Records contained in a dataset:
.....

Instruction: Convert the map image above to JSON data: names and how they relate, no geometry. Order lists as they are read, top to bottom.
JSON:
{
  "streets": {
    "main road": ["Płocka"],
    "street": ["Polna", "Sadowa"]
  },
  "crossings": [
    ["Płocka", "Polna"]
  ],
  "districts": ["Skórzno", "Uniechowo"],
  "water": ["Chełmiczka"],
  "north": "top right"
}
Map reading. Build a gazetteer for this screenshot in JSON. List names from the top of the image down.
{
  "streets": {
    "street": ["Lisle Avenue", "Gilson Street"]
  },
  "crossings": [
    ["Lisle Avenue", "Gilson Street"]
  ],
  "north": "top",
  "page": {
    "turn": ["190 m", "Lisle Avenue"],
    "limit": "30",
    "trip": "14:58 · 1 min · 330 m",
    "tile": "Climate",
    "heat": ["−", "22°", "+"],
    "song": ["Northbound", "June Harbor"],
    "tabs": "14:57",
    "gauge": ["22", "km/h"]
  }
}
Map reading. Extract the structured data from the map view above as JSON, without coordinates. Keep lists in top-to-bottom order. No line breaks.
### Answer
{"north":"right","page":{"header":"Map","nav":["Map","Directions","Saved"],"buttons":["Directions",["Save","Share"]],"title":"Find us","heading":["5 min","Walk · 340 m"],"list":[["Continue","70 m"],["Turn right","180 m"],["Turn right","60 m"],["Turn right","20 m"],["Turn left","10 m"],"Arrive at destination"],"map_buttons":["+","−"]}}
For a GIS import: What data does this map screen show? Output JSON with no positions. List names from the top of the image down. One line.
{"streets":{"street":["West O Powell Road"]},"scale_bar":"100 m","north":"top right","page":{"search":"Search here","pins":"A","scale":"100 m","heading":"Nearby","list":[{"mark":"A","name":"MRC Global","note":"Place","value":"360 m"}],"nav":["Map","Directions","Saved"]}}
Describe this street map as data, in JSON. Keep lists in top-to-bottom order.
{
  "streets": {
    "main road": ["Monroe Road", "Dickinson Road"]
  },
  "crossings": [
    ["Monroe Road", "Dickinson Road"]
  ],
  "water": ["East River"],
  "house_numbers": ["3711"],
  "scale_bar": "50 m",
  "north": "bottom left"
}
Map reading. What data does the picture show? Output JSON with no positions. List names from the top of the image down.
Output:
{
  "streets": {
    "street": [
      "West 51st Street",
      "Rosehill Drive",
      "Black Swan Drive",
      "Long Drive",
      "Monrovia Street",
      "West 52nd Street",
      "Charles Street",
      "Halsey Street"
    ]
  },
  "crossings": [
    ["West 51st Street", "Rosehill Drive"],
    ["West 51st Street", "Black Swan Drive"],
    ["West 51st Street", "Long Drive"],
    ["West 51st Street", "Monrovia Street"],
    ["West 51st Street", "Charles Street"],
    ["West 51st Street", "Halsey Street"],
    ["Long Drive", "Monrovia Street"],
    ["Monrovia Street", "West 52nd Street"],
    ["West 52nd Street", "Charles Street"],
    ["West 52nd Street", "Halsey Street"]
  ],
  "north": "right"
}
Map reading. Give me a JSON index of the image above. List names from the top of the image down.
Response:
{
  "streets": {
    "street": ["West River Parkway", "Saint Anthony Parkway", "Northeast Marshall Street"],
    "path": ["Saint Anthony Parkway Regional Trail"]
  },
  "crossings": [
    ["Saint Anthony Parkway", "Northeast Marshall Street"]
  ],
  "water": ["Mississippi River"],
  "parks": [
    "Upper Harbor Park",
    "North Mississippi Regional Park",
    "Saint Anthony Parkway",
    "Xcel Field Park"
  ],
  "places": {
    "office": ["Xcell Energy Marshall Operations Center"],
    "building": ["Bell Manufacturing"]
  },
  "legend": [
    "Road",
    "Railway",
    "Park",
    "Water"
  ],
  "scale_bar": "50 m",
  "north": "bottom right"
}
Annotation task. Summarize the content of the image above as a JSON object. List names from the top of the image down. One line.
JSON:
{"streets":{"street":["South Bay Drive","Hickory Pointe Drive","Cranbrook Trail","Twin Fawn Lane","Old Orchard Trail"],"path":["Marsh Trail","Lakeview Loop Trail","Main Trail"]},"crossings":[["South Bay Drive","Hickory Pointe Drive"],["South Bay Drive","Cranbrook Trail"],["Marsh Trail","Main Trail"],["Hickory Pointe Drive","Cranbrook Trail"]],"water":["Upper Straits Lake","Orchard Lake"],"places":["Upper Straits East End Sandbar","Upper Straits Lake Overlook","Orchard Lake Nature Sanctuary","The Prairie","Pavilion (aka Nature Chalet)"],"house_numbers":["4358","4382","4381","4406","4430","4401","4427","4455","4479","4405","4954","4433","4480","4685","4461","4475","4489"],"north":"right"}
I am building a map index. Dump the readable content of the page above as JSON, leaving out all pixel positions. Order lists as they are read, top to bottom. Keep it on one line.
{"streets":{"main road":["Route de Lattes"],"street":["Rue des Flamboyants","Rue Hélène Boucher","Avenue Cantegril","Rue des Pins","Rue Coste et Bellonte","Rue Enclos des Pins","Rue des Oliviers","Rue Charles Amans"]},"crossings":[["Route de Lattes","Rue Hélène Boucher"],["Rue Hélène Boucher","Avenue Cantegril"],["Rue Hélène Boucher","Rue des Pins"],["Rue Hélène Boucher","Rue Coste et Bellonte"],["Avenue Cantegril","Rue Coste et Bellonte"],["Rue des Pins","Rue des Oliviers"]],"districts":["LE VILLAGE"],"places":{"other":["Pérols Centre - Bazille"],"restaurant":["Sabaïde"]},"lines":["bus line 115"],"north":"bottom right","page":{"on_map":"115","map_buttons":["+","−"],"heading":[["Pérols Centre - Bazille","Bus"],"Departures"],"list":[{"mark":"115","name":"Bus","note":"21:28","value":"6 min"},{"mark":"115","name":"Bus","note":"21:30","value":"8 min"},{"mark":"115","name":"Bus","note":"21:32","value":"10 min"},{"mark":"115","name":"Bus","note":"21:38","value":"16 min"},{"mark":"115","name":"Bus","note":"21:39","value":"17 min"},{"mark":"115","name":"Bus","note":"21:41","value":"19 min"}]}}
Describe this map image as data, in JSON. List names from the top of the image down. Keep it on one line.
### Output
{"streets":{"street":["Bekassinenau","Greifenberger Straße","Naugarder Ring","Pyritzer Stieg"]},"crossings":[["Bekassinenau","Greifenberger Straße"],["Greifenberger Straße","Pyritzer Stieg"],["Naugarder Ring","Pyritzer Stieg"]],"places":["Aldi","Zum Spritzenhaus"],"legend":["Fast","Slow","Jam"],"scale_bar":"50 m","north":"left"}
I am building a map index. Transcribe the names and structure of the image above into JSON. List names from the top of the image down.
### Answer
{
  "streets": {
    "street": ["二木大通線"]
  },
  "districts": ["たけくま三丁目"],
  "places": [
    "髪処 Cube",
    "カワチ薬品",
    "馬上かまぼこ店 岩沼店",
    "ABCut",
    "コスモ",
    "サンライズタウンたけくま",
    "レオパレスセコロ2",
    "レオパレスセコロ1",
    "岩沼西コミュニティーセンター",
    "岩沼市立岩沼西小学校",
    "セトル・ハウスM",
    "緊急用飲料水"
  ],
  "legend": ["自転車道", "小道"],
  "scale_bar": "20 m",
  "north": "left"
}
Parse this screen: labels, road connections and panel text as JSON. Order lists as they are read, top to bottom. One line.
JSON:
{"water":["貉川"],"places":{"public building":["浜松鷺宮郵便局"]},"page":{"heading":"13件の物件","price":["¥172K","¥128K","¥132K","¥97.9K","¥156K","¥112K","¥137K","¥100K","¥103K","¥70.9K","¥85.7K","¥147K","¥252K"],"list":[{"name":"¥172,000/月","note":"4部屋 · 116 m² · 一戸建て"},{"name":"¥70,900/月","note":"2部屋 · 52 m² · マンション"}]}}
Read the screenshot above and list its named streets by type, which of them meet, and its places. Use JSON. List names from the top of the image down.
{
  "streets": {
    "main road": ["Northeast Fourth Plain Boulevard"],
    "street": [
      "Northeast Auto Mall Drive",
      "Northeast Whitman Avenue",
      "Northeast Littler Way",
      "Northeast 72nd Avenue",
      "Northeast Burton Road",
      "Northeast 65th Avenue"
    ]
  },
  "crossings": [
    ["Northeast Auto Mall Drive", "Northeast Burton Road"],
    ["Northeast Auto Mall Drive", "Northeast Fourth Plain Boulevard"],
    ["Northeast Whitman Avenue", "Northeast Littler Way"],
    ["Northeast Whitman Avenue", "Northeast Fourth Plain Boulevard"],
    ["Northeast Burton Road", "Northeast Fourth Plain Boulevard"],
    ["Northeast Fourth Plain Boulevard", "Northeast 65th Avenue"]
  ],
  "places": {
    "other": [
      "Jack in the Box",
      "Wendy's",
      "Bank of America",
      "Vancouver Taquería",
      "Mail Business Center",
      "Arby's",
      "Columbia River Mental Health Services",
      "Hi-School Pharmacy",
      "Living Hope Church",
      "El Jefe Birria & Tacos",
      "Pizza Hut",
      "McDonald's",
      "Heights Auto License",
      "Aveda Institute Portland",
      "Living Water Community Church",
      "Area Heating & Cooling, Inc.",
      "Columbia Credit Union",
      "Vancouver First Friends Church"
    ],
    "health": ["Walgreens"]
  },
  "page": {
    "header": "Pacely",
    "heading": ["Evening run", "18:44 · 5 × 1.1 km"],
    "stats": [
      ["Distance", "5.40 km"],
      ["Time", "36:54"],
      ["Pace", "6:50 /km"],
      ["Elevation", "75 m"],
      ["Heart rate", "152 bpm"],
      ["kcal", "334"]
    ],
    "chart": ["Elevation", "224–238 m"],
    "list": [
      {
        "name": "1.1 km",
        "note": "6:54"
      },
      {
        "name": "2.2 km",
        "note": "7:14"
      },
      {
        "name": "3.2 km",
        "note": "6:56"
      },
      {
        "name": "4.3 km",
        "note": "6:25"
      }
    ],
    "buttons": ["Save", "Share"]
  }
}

.....

TASK ITEM »
In your answer, include only the lines above starting at the line that holds "For a GIS import: What" and ending at the line that holds "Map reading. What", copied exactly.

OUTPUT BELOW »
For a GIS import: What data does this map screen show? Output JSON with no positions. List names from the top of the image down. One line.
{"streets":{"street":["West O Powell Road"]},"scale_bar":"100 m","north":"top right","page":{"search":"Search here","pins":"A","scale":"100 m","heading":"Nearby","list":[{"mark":"A","name":"MRC Global","note":"Place","value":"360 m"}],"nav":["Map","Directions","Saved"]}}
Describe this street map as data, in JSON. Keep lists in top-to-bottom order.
{
  "streets": {
    "main road": ["Monroe Road", "Dickinson Road"]
  },
  "crossings": [
    ["Monroe Road", "Dickinson Road"]
  ],
  "water": ["East River"],
  "house_numbers": ["3711"],
  "scale_bar": "50 m",
  "north": "bottom left"
}
Map reading. What data does the picture show? Output JSON with no positions. List names from the top of the image down.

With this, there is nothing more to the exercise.